Ils traversent en courant la rue de Turbigo: des vitraux crevés de Saint-Nicolas-des-Champs s’échappent des cris et des lueurs tremblantes. Nicostrate désigne à Alcathe un vitrail, s’arrête sous un autre, dégoupille une grenade, la jette à travers l’ouverture, puis se déplace au vitrail suivant. Alcathe fait de même. Ils jettent ainsi, à travers les ouvertures, toutes leurs grenades. Une avalanche d’explosions, fumées, cris, clameurs, aboiements, hurlements, vociférations de toutes sortes crèvent les murailles de la vieille église. Alcathe et Nicostrate courent dans la rue Cunin Gridaine jusqu’au portail depuis longtemps délabré. Déjà des êtres sexuellement indistincts vêtus d’oripeaux multicolores, visages peints, coiffures baroques de couleurs vives, oreilles, nez, lèvres percés de multiples anneaux, s’en échappent. Ils semblent suffoquer, cherchent l’air, toussent, pleurent. Dans leur précipitation, quelques uns glissent, s’étalent dans la neige. Rejoints par d’autres de leurs frères venant du côté opposé de la rue, Alcathe et Nicostrate les fouettent sauvagement, accentuant la débandade. Un molosse, cou enserré dans un collier clouté, s’échappe de l’église, fuit par la rue Saint-Martin; un dogue menaçant Nicostrate est mis en déroute par des coups de fouet ; un individu, visage marqué de croix rouges, moulé dans un vêtement luminescent, traîné par un énorme chien danois, s’enfuit. Dans un état second, dépassé par sa violence, Alcathe fouette à tour de bras, tape au hasard sur tout fuyard à sa portée, zèbre des visages, des bras; hurle, injurie, s’enivre de violence… Bientôt le flot de fuyards se tarit… Nicostrate se précipite dans l’église; Alcathe le suit.

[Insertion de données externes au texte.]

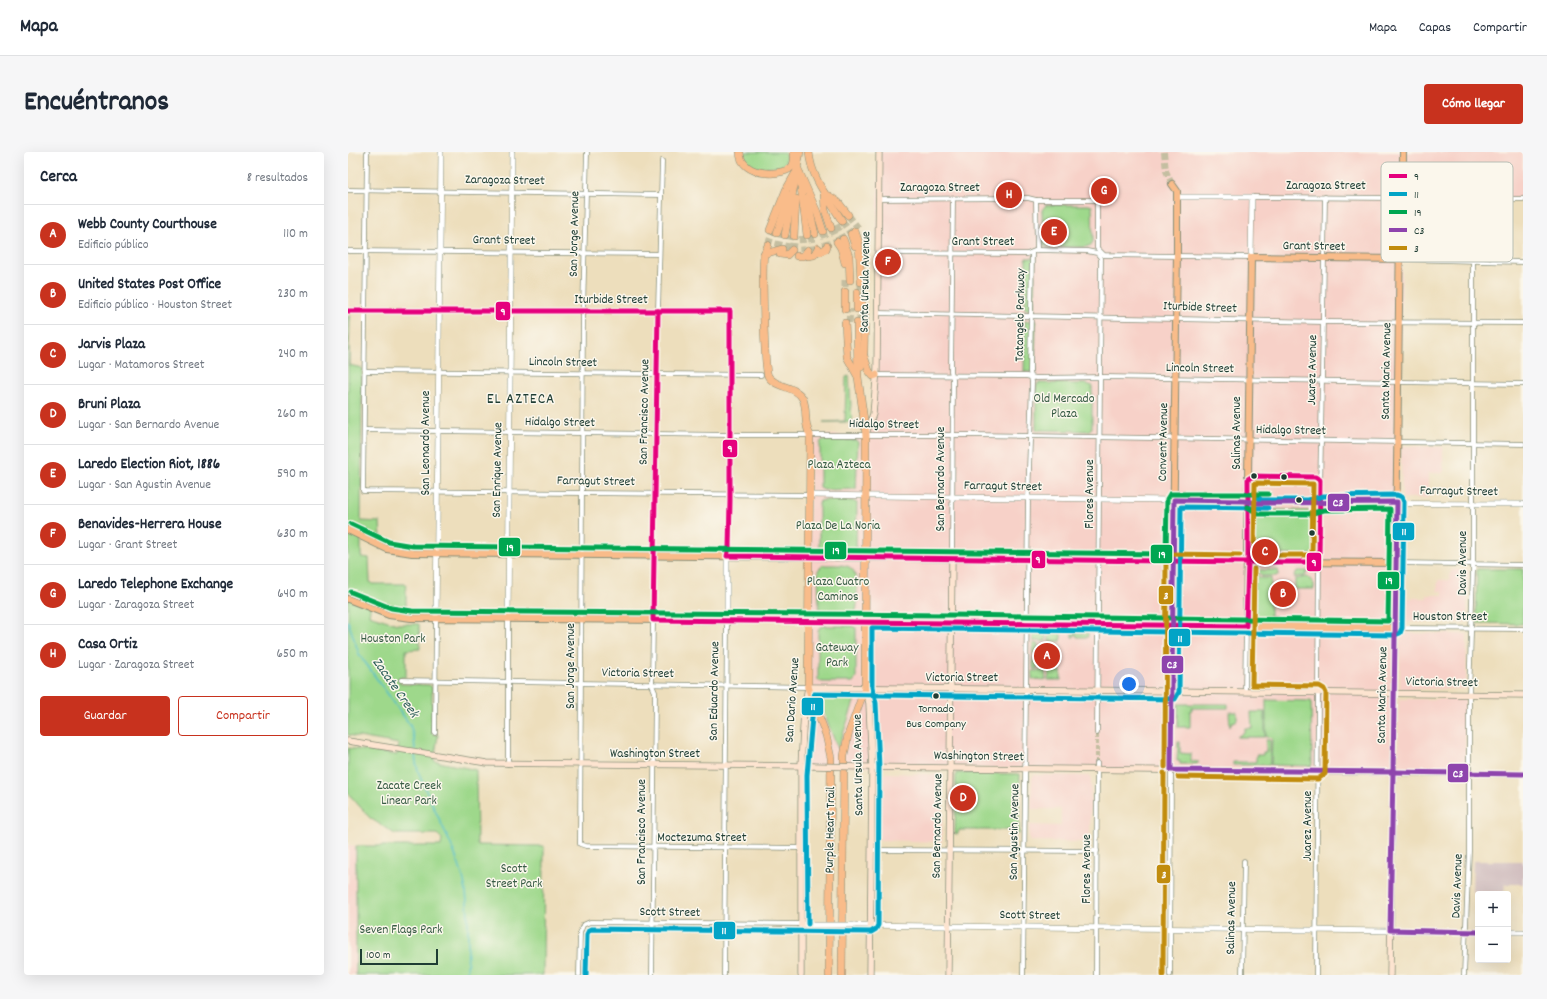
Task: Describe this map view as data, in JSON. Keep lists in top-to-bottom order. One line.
{"streets":{"highway":["Santa Ursula Avenue","San Dario Avenue","Purple Heart Trail"],"main road":["Grant Street","Santa Maria Avenue","Salinas Avenue","Convent Avenue","San Bernardo Avenue","Houston Street","Victoria Street","Washington Street"],"street":["Zaragoza Street","San Jorge Avenue","Iturbide Street","Tatangelo Parkway","Lincoln Street","Juarez Avenue","San Francisco Avenue","Hidalgo Street","San Leonardo Avenue","San Enrique Avenue","Farragut Street","Flores Avenue","Davis Avenue","San Eduardo Avenue","San Agustin Avenue","Moctezuma Street","Scott Street"]},"crossings":[["Zaragoza Street","San Jorge Avenue"],["Zaragoza Street","Grant Street"],["Zaragoza Street","Santa Ursula Avenue"],["Zaragoza Street","Juarez Avenue"],["Zaragoza Street","San Francisco Avenue"],["Zaragoza Street","Salinas Avenue"],["Zaragoza Street","Convent Avenue"],["Zaragoza Street","San Leonardo Avenue"],["Zaragoza Street","San Enrique Avenue"],["Zaragoza Street","San Bernardo Avenue"],["San Jorge Avenue","Grant Street"],["San Jorge Avenue","Iturbide Street"],["San Jorge Avenue","Lincoln Street"],["San Jorge Avenue","Hidalgo Street"],["San Jorge Avenue","Farragut Street"],["San Jorge Avenue","Houston Street"],["San Jorge Avenue","Victoria Street"],["San Jorge Avenue","Washington Street"],["San Jorge Avenue","Moctezuma Street"],["Grant Street","Santa Ursula Avenue"],["Grant Street","Tatangelo Parkway"],["Grant Street","Juarez Avenue"],["Grant Street","San Francisco Avenue"],["Grant Street","Salinas Avenue"],["Grant Street","Convent Avenue"],["Grant Street","San Leonardo Avenue"],["Grant Street","San Enrique Avenue"],["Grant Street","San Bernardo Avenue"],["Grant Street","Flores Avenue"],["Santa Ursula Avenue","Iturbide Street"],["Santa Ursula Avenue","Lincoln Street"],["Santa Ursula Avenue","Hidalgo Street"],["Santa Ursula Avenue","Farragut Street"],["Santa Ursula Avenue","Houston Street"],["Santa Ursula Avenue","Victoria Street"],["Santa Ursula Avenue","Washington Street"],["Santa Ursula Avenue","Purple Heart Trail"],["Santa Ursula Avenue","Scott Street"],["Iturbide Street","Tatangelo Parkway"],["Iturbide Street","Juarez Avenue"],["Iturbide Street","Santa Maria Avenue"],["Iturbide Street","San Francisco Avenue"],["Iturbide Street","Salinas Avenue"],["Iturbide Street","Convent Avenue"],["Iturbide Street","San Leonardo Avenue"],["Iturbide Street","San Enrique Avenue"],["Iturbide Street","San Bernardo Avenue"],["Iturbide Street","Flores Avenue"],["Iturbide Street","Davis Avenue"],["Iturbide Street","San Eduardo Avenue"],["Tatangelo Parkway","Lincoln Street"],["Tatangelo Parkway","San Agustin Avenue"],["Lincoln Street","Juarez Avenue"],["Lincoln Street","Santa Maria Avenue"],["Lincoln Street","San Francisco Avenue"],["Lincoln Street","Salinas Avenue"],["Lincoln Street","Convent Avenue"],["Lincoln Street","San Leonardo Avenue"],["Lincoln Street","San Enrique Avenue"],["Lincoln Street","San Bernardo Avenue"],["Lincoln Street","Flores Avenue"],["Lincoln Street","Davis Avenue"],["Lincoln Street","San Eduardo Avenue"],["Lincoln Street","San Agustin Avenue"],["Juarez Avenue","Hidalgo Street"],["Juarez Avenue","Farragut Street"],["Juarez Avenue","Houston Street"],["Juarez Avenue","Victoria Street"],["Juarez Avenue","Washington Street"],["Juarez Avenue","Scott Street"],["Santa Maria Avenue","Hidalgo Street"],["Santa Maria Avenue","Farragut Street"],["Santa Maria Avenue","Houston Street"],["Santa Maria Avenue","Victoria Street"],["Santa Maria Avenue","Washington Street"],["Santa Maria Avenue","Scott Street"],["San Francisco Avenue","Hidalgo Street"],["San Francisco Avenue","Farragut Street"],["San Francisco Avenue","Houston Street"],["San Francisco Avenue","Victoria Street"],["San Francisco Avenue","Washington Street"],["San Francisco Avenue","Moctezuma Street"],["San Francisco Avenue","Scott Street"],["Hidalgo Street","Salinas Avenue"],["Hidalgo Street","Convent Avenue"],["Hidalgo Street","San Leonardo Avenue"],["Hidalgo Street","San Enrique Avenue"],["Hidalgo Street","San Bernardo Avenue"],["Hidalgo Street","Farragut Street"],["Hidalgo Street","Flores Avenue"],["Hidalgo Street","Davis Avenue"],["Hidalgo Street","San Eduardo Avenue"],["Hidalgo Street","San Dario Avenue"],["Hidalgo Street","San Agustin Avenue"],["Salinas Avenue","Farragut Street"],["Salinas Avenue","Houston Street"],["Salinas Avenue","Victoria Street"],["Salinas Avenue","Scott Street"],["Convent Avenue","Farragut Street"],["Convent Avenue","Houston Street"],["Convent Avenue","Victoria Street"],["Convent Avenue","Washington Street"],["Convent Avenue","Scott Street"],["San Leonardo Avenue","Farragut Street"],["San Leonardo Avenue","Houston Street"],["San Leonardo Avenue","Victoria Street"],["San Enrique Avenue","Farragut Street"],["San Enrique Avenue","Houston Street"],["San Enrique Avenue","Victoria Street"],["San Enrique Avenue","Washington Street"],["San Bernardo Avenue","Farragut Street"],["San Bernardo Avenue","Houston Street"],["San Bernardo Avenue","Victoria Street"],["San Bernardo Avenue","Washington Street"],["San Bernardo Avenue","Scott Street"],["Farragut Street","Flores Avenue"],["Farragut Street","Davis Avenue"],["Farragut Street","San Eduardo Avenue"],["Farragut Street","San Dario Avenue"],["Farragut Street","San Agustin Avenue"],["Flores Avenue","Houston Street"],["Flores Avenue","Victoria Street"],["Flores Avenue","Washington Street"],["Flores Avenue","Scott Street"],["Davis Avenue","Houston Street"],["Davis Avenue","Victoria Street"],["Davis Avenue","Washington Street"],["Davis Avenue","Scott Street"],["Houston Street","San Eduardo Avenue"],["Houston Street","San Dario Avenue"],["Houston Street","San Agustin Avenue"],["Victoria Street","San Eduardo Avenue"],["Victoria Street","San Dario Avenue"],["Victoria Street","Purple Heart Trail"],["Victoria Street","San Agustin Avenue"],["San Eduardo Avenue","Washington Street"],["San Eduardo Avenue","Moctezuma Street"],["San Eduardo Avenue","Scott Street"],["San Dario Avenue","Washington Street"],["San Dario Avenue","Purple Heart Trail"],["San Dario Avenue","Moctezuma Street"],["San Dario Avenue","Scott Street"],["Washington Street","San Agustin Avenue"],["San Agustin Avenue","Scott Street"]],"districts":["EL AZTECA"],"water":["Zacate Creek"],"parks":["Old Mercado Plaza","Plaza Azteca","Plaza De La Noria","Plaza Cuatro Caminos","Houston Park","Gateway Park","Zacate Creek Linear Park","Scott Street Park","Seven Flags Park"],"places":["Tornado Bus Company"],"lines":["transit line 9","transit line 3","transit line 19","transit line 11","transit line C3"],"legend":["9","11","19","C3","3"],"scale_bar":"100 m","page":{"header":"Mapa","nav":["Mapa","Capas","Compartir"],"title":"Encuéntranos","buttons":["Cómo llegar",["Guardar","Compartir"]],"heading":["Cerca","8 resultados"],"pins":["G","H","E","F","C","B","A","D"],"list":[{"mark":"A","name":"Webb County Courthouse","note":"Edificio público","value":"110 m"},{"mark":"B","name":"United States Post Office","note":"Edificio público · Houston Street","value":"230 m"},{"mark":"C","name":"Jarvis Plaza","note":"Lugar · Matamoros Street","value":"240 m"},{"mark":"D","name":"Bruni Plaza","note":"Lugar · San Bernardo Avenue","value":"260 m"},{"mark":"E","name":"Laredo Election Riot, 1886","note":"Lugar · San Agustin Avenue","value":"590 m"},{"mark":"F","name":"Benavides-Herrera House","note":"Lugar · Grant Street","value":"630 m"},{"mark":"G","name":"Laredo Telephone Exchange","note":"Lugar · Zaragoza Street","value":"640 m"},{"mark":"H","name":"Casa Ortiz","note":"Lugar · Zaragoza Street","value":"650 m"}],"map_buttons":["+","−"],"scale":"100 m"}}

L’église abandonnée est vide. Une fumée lourde traîne sur le sol, dissimule plus ou moins des quantités d’immondices. Au centre, à la place du chœur sur un cercle de sable jeté sur le plancher en chevrons, un pitbull finit d’agoniser dans une mare de sang ; attaché à un pilier par une chaîne, un chien-loup, couché sur son flanc, haletant, suffoque.

- Démons, salauds ! s’indigne Nicostrate. Amène-toi, on va tout fouiller.

Une à une, ils examinent les trente-deux chapelles où gisent des fragments de statues, de toiles déchirées, de cadres dorés, des morceaux de vitraux de couleurs diverses, d’ex-voto de marbre où s’effacent des traces de lettres dorées : “À saint-Vinc…”, “Remerciements à Saint…”, “À Saint-Roch pour le…”. Dans la vingt-troisième, couché sur une toile où l’on devine encore Saint-Vincent de Paul relevant un mendiant, un homme d’une quarantaine d’années, engoncé dans plusieurs couches de loques, visage violacé, boursouflé, bouche et yeux grand ouverts. Autour de lui, un amoncellement de bouteilles vides, de caisses de carton, de rebuts de marchandises. Nicostrate s’approche.

- Il est mort… c’est pas une grande perte. Il devait dormir. Ou alors il était saoul. En tout cas, il a sûrement respiré trop de lacrymogène. À ras de sol, il pouvait plus respirer. Ça n’a pas grande importance, un de plus un de moins.

Après avoir fouillé tous les recoins de l’église, tous les jeunes hommes venus de l’hôtel Saint-Aignan se regroupent devant le portail principal.

- Nous avons donné une bonne leçon à ces démons, déclare celui qui dirigeait l’expédition punitive; ils hésiteront avant de revenir sur nos terres. Maintenant, il ne faut pas traîner ici. Ramassez le plus possible de fragments de grenades, faites attention à ne laisser aucune trace. Dispersez-vous et regagnez la maison par des chemins différents; essayez de passer le plus inaperçu possible. À tout à l’heure !

- Le temps est avec Cronos qui triomphe toujours… Cronos rendra, bientôt, Ouranos infertile! s’esclaffe Nicostrate.